··· Material to process ···
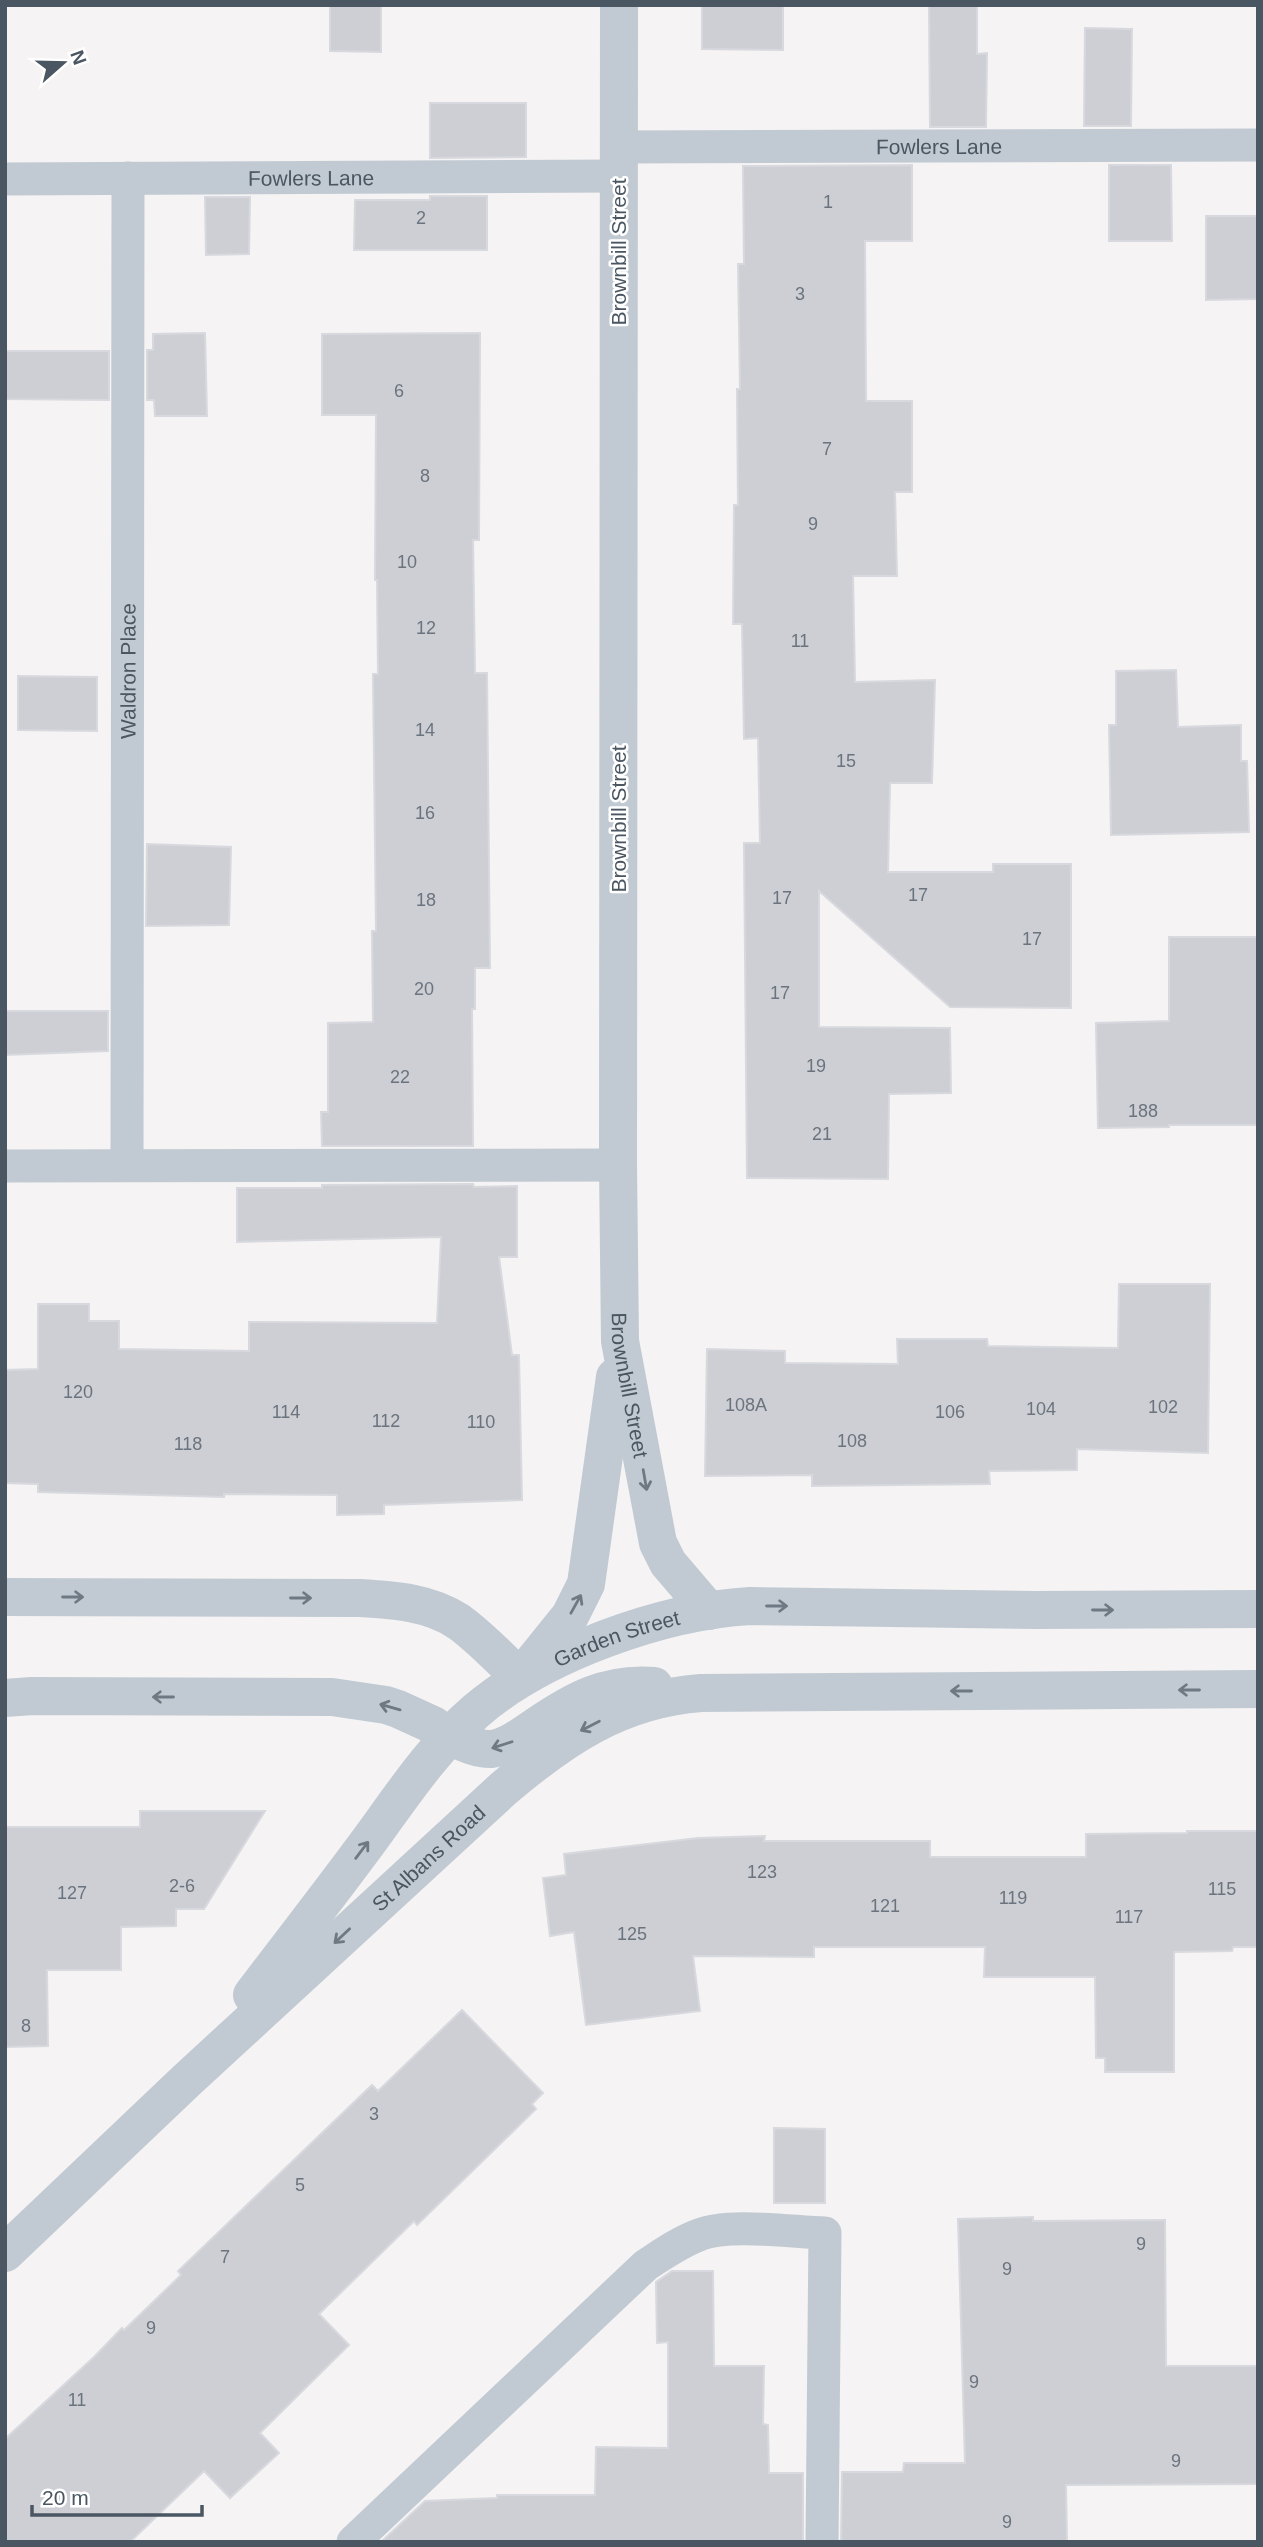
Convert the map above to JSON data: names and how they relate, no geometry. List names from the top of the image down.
{
  "streets": {
    "street": ["Brownbill Street", "Garden Street", "St Albans Road"],
    "lane": ["Fowlers Lane", "Waldron Place"]
  },
  "crossings": [
    ["Fowlers Lane", "Brownbill Street"],
    ["Fowlers Lane", "Waldron Place"],
    ["Brownbill Street", "Garden Street"],
    ["Garden Street", "St Albans Road"]
  ],
  "house_numbers": [
    "1",
    "2",
    "3",
    "6",
    "7",
    "8",
    "9",
    "10",
    "12",
    "11",
    "14",
    "15",
    "16",
    "17",
    "17",
    "18",
    "17",
    "20",
    "17",
    "19",
    "22",
    "188",
    "21",
    "120",
    "108A",
    "102",
    "104",
    "114",
    "106",
    "112",
    "110",
    "108",
    "118",
    "123",
    "2-6",
    "115",
    "127",
    "119",
    "121",
    "117",
    "125",
    "8",
    "3",
    "5",
    "9",
    "7",
    "9",
    "9",
    "9",
    "11",
    "9",
    "9"
  ],
  "scale_bar": "20 m",
  "north": "right"
}
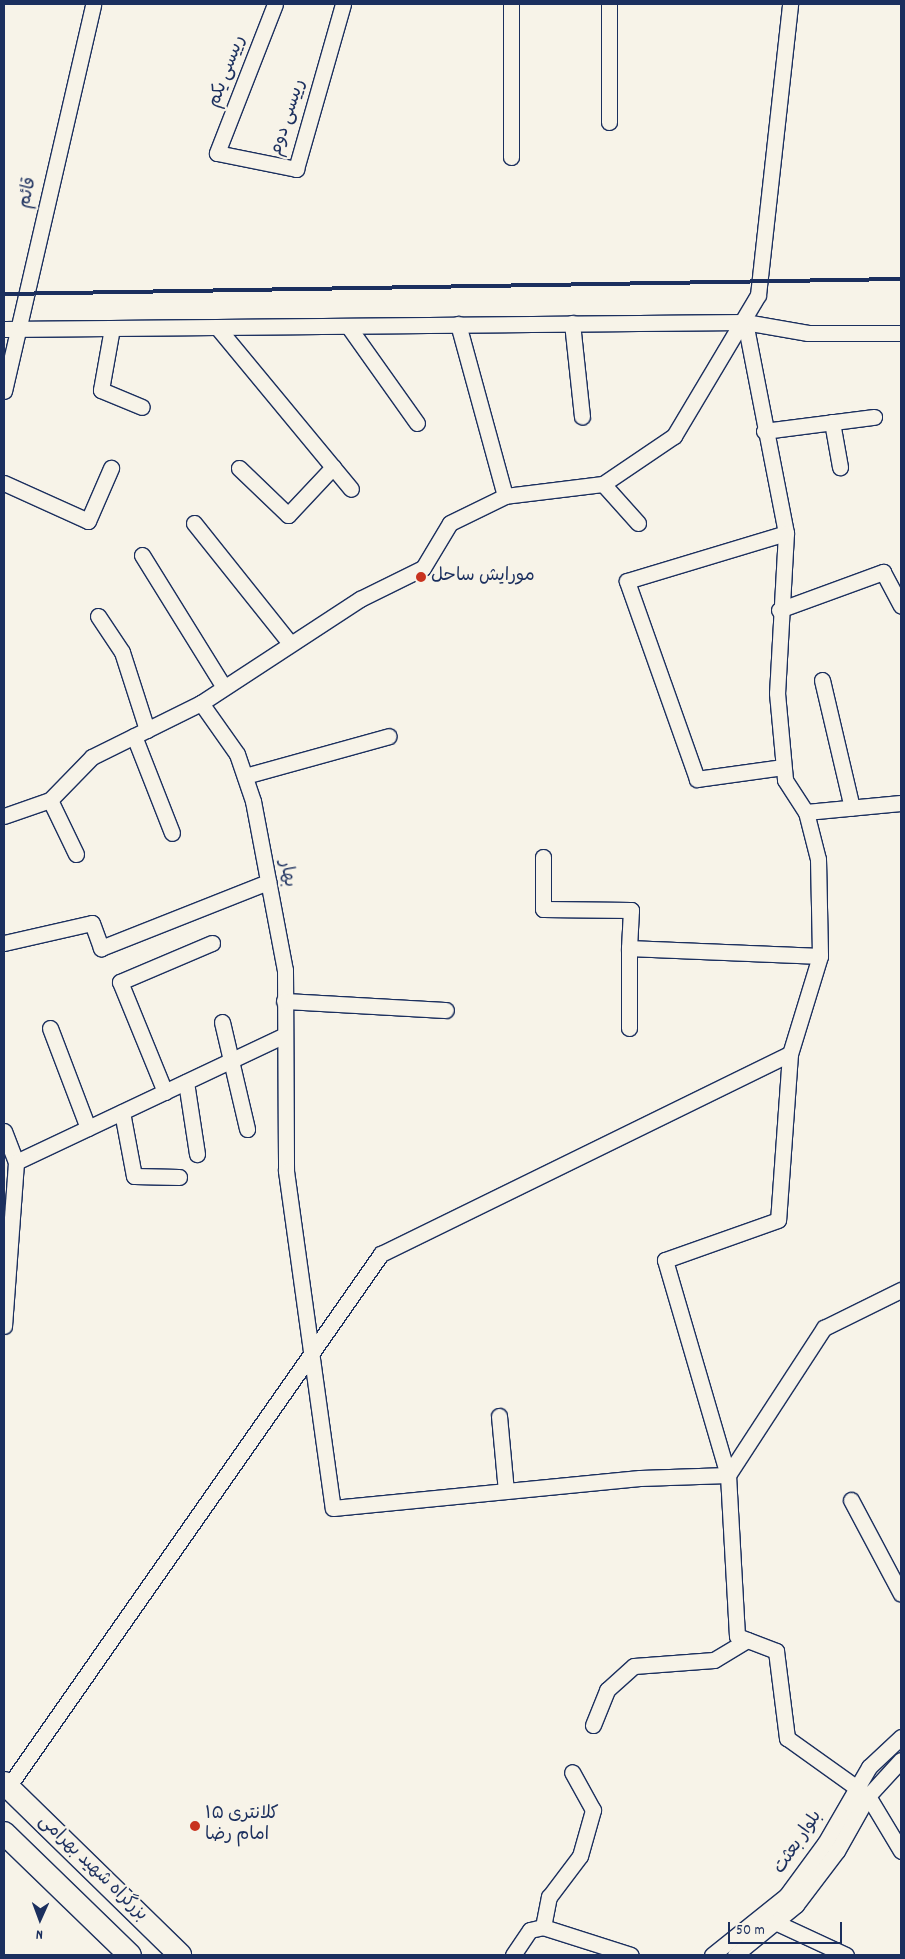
···
**What to work on:**
The lines to copy are those above that contain the string "Place".

**Solution to this exercise:**
    "lane": ["Fowlers Lane", "Waldron Place"]
    ["Fowlers Lane", "Waldron Place"],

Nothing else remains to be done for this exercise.